Troubling Legacy Created by GM and Chrysler Bankruptcies

11/28/2010

According to an article that was published by two University of Illinois experts in bankruptcy law, the bankruptcy reorganizations of General Motors and Chrysler embodied a sea change in corporate restructuring. It was an event that could herald that end of the current system of bankruptcy reorganization.

Ralph Brubaker and Charles Tabb, two law professors from the University of Illinois, argue that the legal principles that were applied in the Chrysler and GM bankruptcies, were ill-advised and eventually undermined the distributional models of bankruptcy reorganizations. Chrysler and GM bankruptcies are two of the biggest in U.S. history at $83.5 and 39.9 billion, respectively.

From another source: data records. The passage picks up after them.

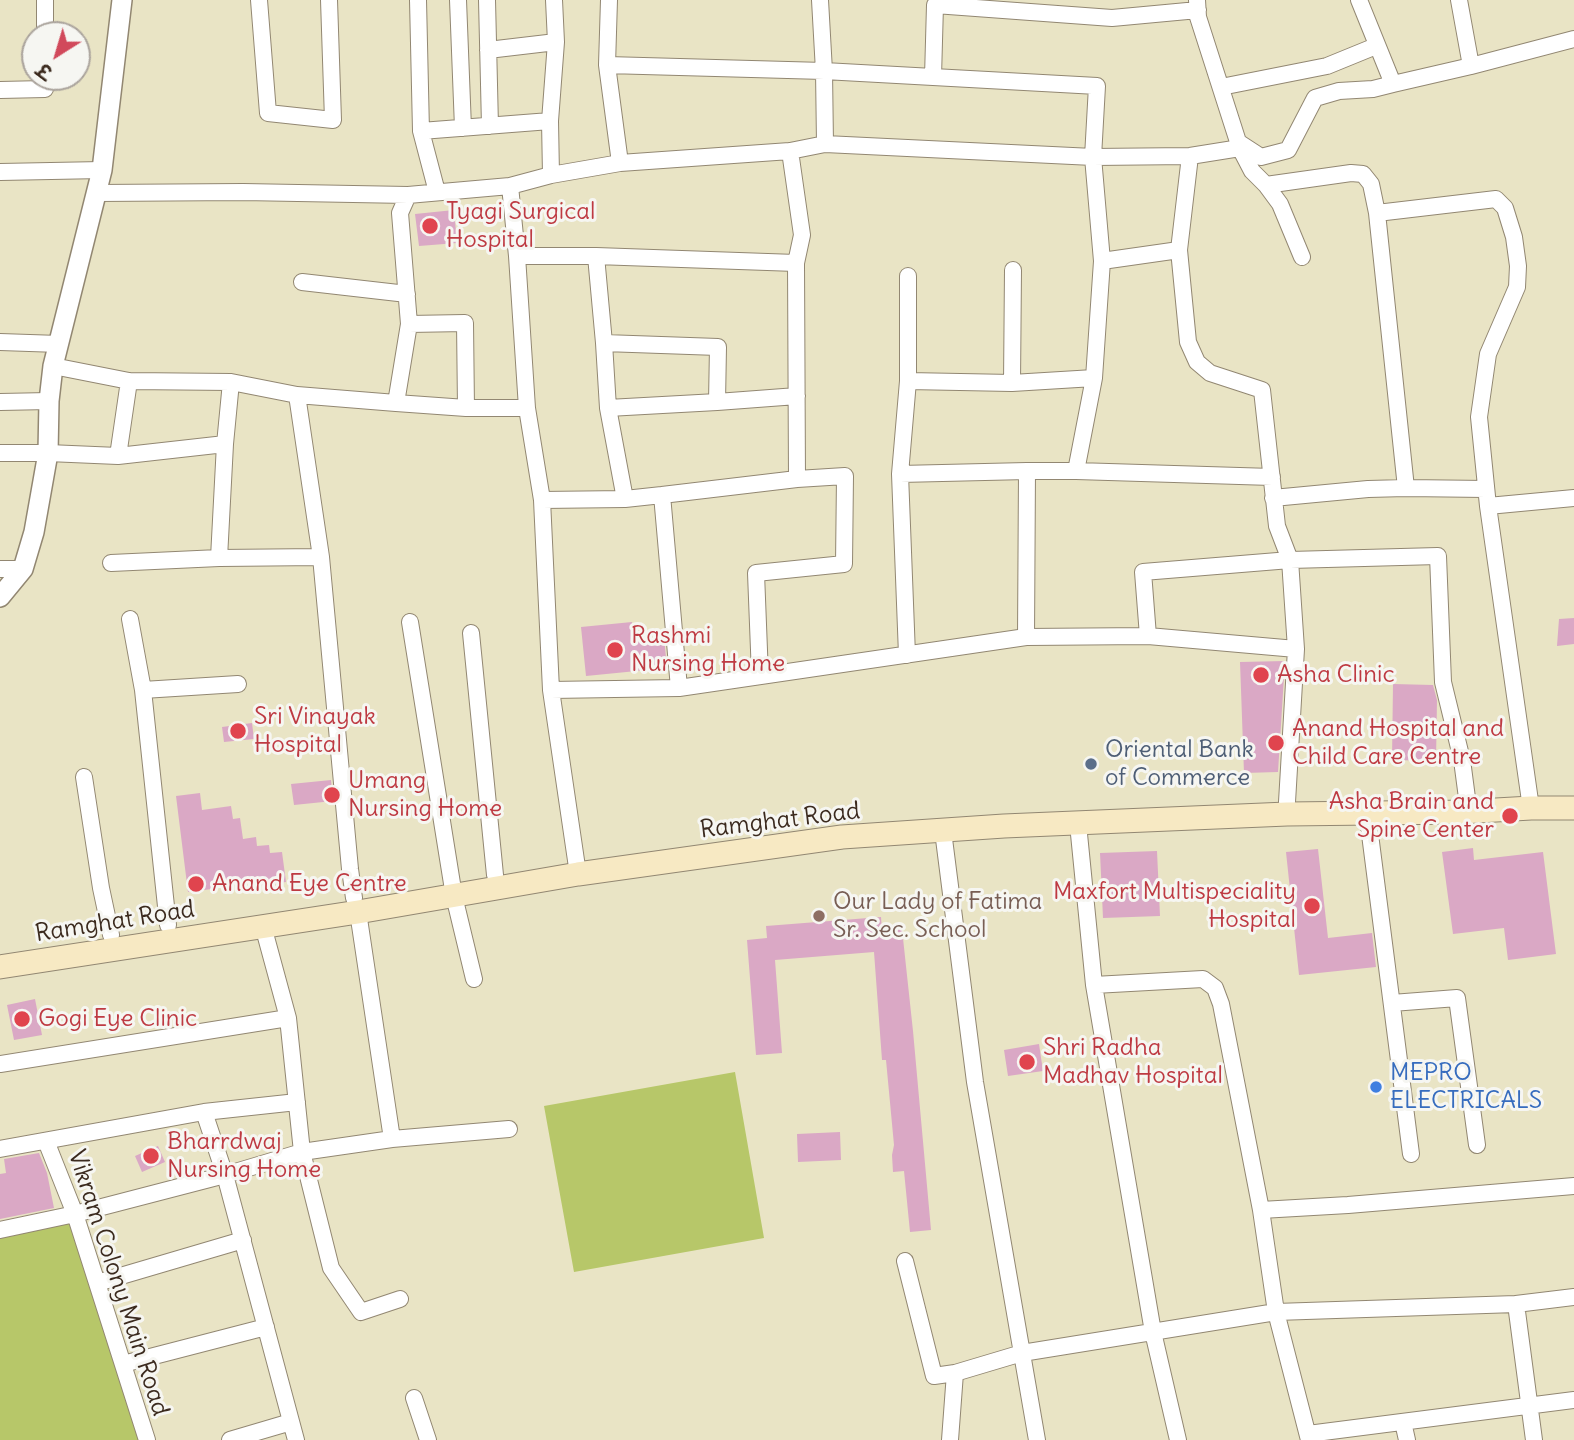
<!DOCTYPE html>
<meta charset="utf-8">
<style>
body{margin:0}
#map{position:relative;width:1574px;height:1440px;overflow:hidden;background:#e9e4c5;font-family:Delius,"Playpen Sans Deva",sans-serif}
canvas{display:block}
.north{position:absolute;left:21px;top:21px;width:70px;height:70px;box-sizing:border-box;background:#f6f6f2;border:2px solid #aba49d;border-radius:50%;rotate:217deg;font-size:19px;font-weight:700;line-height:28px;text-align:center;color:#3b2a1e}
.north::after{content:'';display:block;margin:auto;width:24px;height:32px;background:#d1495b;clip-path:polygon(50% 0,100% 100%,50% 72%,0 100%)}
</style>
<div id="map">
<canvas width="1574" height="1440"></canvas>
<div class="north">उ</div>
</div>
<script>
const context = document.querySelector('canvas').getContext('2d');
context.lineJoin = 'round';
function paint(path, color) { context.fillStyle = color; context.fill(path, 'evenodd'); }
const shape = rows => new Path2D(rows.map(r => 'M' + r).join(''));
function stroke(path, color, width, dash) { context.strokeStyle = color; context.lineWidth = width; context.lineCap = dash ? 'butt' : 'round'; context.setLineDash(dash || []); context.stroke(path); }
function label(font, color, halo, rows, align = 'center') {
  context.font = font + ' Delius,sans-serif'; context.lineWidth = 6; context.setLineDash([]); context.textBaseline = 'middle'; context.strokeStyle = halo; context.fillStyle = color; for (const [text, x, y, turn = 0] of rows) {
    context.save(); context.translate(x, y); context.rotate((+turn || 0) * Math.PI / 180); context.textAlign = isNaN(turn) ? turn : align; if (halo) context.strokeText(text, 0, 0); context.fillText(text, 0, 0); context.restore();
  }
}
paint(shape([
 [735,1072,764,1238,574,1272,544,1106],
 [75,1214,147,1440,0,1440,0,1233]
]), '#b7c769');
paint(shape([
 [454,210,457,243,419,246,415,214],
 [1574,618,1574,644,1557,646,1559,619],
 [632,622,634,640,664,637,667,668,586,676,581,627],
 [1285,661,1278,772,1244,773,1240,662],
 [1393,684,1433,685,1437,700,1436,761,1392,760],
 [252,723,254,739,224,742,222,727],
 [331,780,333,801,294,805,291,784],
 [200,793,202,810,231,806,233,819,240,818,243,839,256,837,257,846,269,845,270,853,282,852,286,882,255,886,254,879,211,885,212,889,188,892,176,796],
 [1473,848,1474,860,1543,852,1556,954,1508,960,1504,928,1453,934,1442,852],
 [1318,849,1328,938,1372,933,1376,967,1299,975,1286,852],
 [1157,851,1160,916,1103,918,1100,853],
 [881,917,882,931,902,929,913,1031,931,1230,910,1232,904,1171,893,1172,892,1155,894,1145,886,1060,882,1060,874,952,775,960,782,1053,756,1055,747,940,767,938,766,926],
 [35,999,42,1035,14,1040,7,1005],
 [1039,1044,1043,1071,1008,1076,1004,1050],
 [840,1132,841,1160,798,1162,797,1134],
 [158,1146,165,1162,142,1172,135,1156],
 [39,1153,47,1173,54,1208,0,1219,0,1174,6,1173,4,1159]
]), '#daa8c5');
const minor = shape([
 [45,0,45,35],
 [259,0,268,113,333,120,329,0],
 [418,0,421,131,437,192],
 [458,0,463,128],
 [487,0,490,126],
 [820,0,824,71,825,144],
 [1197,0,1198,17,1240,148,1252,171,1266,185,1280,204,1302,257],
 [1359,0,1393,84,1471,66,1459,0],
 [488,50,556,42],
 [607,65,824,71,1097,86,1093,157,1190,156,1240,148],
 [1471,66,1574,39],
 [933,77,935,5,1112,18,1198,10],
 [1221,87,1327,66,1376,46],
 [0,90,45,89,45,77],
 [550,121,551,175],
 [421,131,550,121,556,42,554,0],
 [1238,142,1261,157,1288,150,1315,98,1339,91,1373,89,1393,84],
 [1190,156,1179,250,1188,342,1197,362,1210,373,1262,390,1277,526,1290,560,1296,649,1287,802],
 [620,163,790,151,825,144,1093,157,1102,261,1094,378,1076,471,1027,471,1026,637,1148,636,1296,649],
 [0,172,102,170],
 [1266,185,1351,173,1363,174,1371,184,1377,213],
 [510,186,517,256,527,408,542,500,551,690,578,874],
 [97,193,243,192,408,195,510,186,551,175,620,163,607,65,609,0],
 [408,195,400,213,409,324,396,403,466,408,527,408],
 [517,256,596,256,796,263],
 [1102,261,1179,250],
 [302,282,407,294],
 [409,324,465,323,466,408],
 [0,342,59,344],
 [604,343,718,347,717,402,608,408],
 [53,366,129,381,231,382,297,395,321,557,350,869,354,898],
 [908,381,1012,383,1013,270],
 [1012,383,1094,378],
 [297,395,396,403],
 [0,402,49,401],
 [717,402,797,396],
 [0,453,48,453,118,456,225,444],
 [118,456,129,381],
 [1076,471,1272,477],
 [900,474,1027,471],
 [1406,488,1377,213,1496,199,1505,208,1514,237,1518,266,1517,287,1488,354,1479,417,1488,506,1531,808],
 [1273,498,1368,489,1406,488,1486,489],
 [625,499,662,495],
 [542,500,625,499,608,408,604,343,596,256],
 [1488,506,1574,498],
 [219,558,225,444,231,382],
 [111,563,219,558,321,557],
 [0,569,23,569],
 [130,619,143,690,168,925],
 [410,622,454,896,474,979],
 [471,633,495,875],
 [1148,636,1143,572,1290,560,1438,556,1443,682,1462,760,1467,798],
 [907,655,900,474,908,381,908,276],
 [760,676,756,573,844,564,845,476,797,479],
 [679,688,1026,637],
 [143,690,238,684],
 [551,690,679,688,662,495,797,479,796,263,802,235,790,151],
 [84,777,101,888,111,935],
 [1367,811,1411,1154],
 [1078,824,1094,985,1153,1332,1178,1440],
 [943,831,975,1082,1037,1440],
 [358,912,392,1139,509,1129],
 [263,926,288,1018,302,1152,331,1268,361,1312,400,1299],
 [1094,985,1203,979,1215,988,1221,1004,1261,1210,1276,1312,1309,1440],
 [1392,1003,1457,998,1477,1145],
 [0,1064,288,1018],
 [204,1112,225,1175,296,1440],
 [46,1141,75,1214,147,1440],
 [0,1149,204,1112,297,1102],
 [1261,1210,1348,1205,1574,1186],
 [0,1230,75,1214,225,1175,302,1152,392,1139],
 [905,1261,934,1376,955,1373,1022,1353,1276,1312,1516,1304,1574,1297],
 [97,1283,243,1240],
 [1516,1304,1534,1440],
 [123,1364,266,1327],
 [414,1398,428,1440],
 [1403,1422,1407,1440],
 [1308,1434,1574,1400],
 [230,1440,291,1422],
 [950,1440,955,1373]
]);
const tertiary = shape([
 [0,597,23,569,34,532,48,453,49,401,53,366,102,170,122,0]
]);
const secondary = shape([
 [0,967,358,912,578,874,842,837,1004,826,1287,814,1461,812,1531,808,1574,808]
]);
stroke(minor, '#928772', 18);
stroke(tertiary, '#928772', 22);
stroke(secondary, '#928772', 25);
stroke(minor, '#fff', 16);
stroke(tertiary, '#fff', 19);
stroke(secondary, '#f7e9c3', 23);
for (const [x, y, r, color] of [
 [430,226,9,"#e0444e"],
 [615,650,9,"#e0444e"],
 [1261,675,9,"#e0444e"],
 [238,731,9,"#e0444e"],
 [1276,743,9,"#e0444e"],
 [1091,764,7,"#5c6f8a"],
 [332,795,9,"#e0444e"],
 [1510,816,9,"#e0444e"],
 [196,884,9,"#e0444e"],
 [1312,906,9,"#e0444e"],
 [819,916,7,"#8d6e63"],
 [22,1019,9,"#e0444e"],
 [1027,1062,9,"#e0444e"],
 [1376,1087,7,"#3f7fe0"],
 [151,1156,9,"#e0444e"]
]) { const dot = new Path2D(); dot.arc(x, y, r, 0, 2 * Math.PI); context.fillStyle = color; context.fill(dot); stroke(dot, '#f6f6f2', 2.5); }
label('24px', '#be3a42', '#f6f6f2', [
 ["Tyagi Surgical",446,212],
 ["Hospital",446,240],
 ["Rashmi",631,636],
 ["Nursing Home",631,664],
 ["Asha Clinic",1277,675],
 ["Sri Vinayak",254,717],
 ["Hospital",254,745],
 ["Anand Hospital and",1292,729],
 ["Child Care Centre",1292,757],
 ["Umang",348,781],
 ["Nursing Home",348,809],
 ["Asha Brain and",1494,802,"right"],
 ["Spine Center",1494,830,"right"],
 ["Anand Eye Centre",212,884],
 ["Maxfort Multispeciality",1296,892,"right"],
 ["Hospital",1296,920,"right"],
 ["Gogi Eye Clinic",38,1019],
 ["Shri Radha",1043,1048],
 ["Madhav Hospital",1043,1076],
 ["Bharrdwaj",167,1142],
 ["Nursing Home",167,1170]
], 'left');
label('24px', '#4e5e75', '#f6f6f2', [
 ["Oriental Bank",1105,750],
 ["of Commerce",1105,778]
], 'left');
label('24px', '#3b2a1e', '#f6f6f2', [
 ["Ramghat Road",780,821,-7],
 ["Ramghat Road",115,922,-9],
 ["Vikram Colony Main Road",118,1283,72]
]);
label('24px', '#785e54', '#f6f6f2', [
 ["Our Lady of Fatima",833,902],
 ["Sr. Sec. School",833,930]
], 'left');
label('24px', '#366cbe', '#f6f6f2', [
 ["MEPRO",1390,1073],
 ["ELECTRICALS",1390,1101]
], 'left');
</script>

Charles Tabb mentioned that, “It would be slightly less troubling if GM and Chrysler were just political aberrations, and could be viewed by courts as byproducts of the extraordinary economic and political pressure of preventing two-thirds of the American automotive industry from disappearing. But that’s not the case. These types of bankruptcies have been happening for some time; Chrysler and GM just brought it to the forefront.”

Traditionally, bankruptcy reorganizations have been effectuated by a Chapter 11 plan of reorganization, with complex prerequisites for disclosure, creditor voting and allotment of stakes among owners and creditors. In the case of Chrysler and GM, however, it was done by sale and not by plan.

Brubaker said, “The acute danger this presents is that a nominal sale structure could be used to effectuate a purely internal boot-strap reorganization.” He also added, “That would distribute the value of the reorganized debtor entity among creditors in a manner that contravenes their relative priority rights in the debtor’s assets.”